MDR report key: 2974282 · Received February 22, 2013

Report

Report Number
2953200-2013-00317
Event Type
Injury
Date Received
February 22, 2013
Date of Event
January 28, 2013
Report Date
February 26, 2013
Manufacturer
MEDTRONIC IRELAND
Product Code
MIH
PMA / PMN Number
P100021
Adverse Event
Yes
Report Source
Manufacturer report
Reporter Location
FL, US
Reporter Occupation
PHYSICIAN

Narratives

Additional Manufacturer Narrative · 1

(B)(4).
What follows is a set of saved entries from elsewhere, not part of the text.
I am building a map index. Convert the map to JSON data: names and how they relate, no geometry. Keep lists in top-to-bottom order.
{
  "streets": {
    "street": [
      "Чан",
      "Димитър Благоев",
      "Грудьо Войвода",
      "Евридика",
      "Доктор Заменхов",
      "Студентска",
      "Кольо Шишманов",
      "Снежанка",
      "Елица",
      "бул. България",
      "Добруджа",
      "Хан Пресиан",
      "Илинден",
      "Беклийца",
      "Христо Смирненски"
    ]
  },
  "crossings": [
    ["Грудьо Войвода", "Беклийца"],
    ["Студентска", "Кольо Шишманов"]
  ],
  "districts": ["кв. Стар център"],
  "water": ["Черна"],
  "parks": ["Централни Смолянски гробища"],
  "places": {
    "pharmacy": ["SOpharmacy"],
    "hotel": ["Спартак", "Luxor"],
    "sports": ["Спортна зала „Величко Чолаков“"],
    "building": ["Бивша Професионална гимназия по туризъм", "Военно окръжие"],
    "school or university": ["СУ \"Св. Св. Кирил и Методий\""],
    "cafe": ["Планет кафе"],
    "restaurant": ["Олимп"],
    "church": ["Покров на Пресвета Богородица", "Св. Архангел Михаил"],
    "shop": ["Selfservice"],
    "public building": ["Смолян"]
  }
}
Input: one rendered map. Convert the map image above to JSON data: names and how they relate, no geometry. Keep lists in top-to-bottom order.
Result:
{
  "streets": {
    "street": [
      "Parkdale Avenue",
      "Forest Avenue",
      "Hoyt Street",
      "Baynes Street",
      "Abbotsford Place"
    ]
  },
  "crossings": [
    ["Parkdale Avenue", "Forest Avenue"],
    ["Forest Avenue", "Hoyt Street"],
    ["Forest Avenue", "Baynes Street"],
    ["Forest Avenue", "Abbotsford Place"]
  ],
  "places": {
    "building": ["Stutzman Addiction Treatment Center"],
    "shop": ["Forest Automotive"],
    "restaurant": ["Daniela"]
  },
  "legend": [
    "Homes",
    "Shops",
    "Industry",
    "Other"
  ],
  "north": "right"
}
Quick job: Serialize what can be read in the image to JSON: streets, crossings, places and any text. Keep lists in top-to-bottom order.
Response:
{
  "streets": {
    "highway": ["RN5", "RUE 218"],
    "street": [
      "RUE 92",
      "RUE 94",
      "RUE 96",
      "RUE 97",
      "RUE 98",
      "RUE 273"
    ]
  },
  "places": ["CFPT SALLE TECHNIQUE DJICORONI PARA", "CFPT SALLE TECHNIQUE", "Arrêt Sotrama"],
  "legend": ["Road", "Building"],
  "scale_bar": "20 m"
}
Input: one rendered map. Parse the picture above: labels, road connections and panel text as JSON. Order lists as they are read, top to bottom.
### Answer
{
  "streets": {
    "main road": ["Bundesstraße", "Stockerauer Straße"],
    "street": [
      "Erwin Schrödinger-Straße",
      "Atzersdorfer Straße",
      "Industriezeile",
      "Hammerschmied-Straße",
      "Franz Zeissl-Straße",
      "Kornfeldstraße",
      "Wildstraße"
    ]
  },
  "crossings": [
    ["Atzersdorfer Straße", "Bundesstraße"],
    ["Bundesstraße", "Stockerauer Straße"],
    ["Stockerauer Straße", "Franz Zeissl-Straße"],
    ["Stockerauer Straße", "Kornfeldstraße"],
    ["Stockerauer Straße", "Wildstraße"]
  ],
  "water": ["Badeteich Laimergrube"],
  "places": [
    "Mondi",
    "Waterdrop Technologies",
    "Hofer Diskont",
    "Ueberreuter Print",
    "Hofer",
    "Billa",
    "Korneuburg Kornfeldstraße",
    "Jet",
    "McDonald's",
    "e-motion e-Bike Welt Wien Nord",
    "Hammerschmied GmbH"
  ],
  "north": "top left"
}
METHOD: (FILM). RESULTS: INHERENT RISK OF PROCEDURE (REMOVAL DIFFICULTIES); CAUSED BY ANOTHER DRUG/DEVICE (AORTA BI-FEM GRAFT); FAILURE TO FOLLOW INSTRUCTIONS (AORTIC CUFF STENT GRAFT WAS IMPLANTED WITHOUT A BIFURCATED STENT GRAFT). CONCLUSION: ANOTHER DEVICE CAUSED FAILURE (AORTA BI-FEM GRAFT); OPERATIONAL CONTEXT CONTRIBUTED TO EVENT (AORTIC CUFF STENT GRAFT WAS IMPLANTED WITHOUT A BIFURCATED STENT GRAFT).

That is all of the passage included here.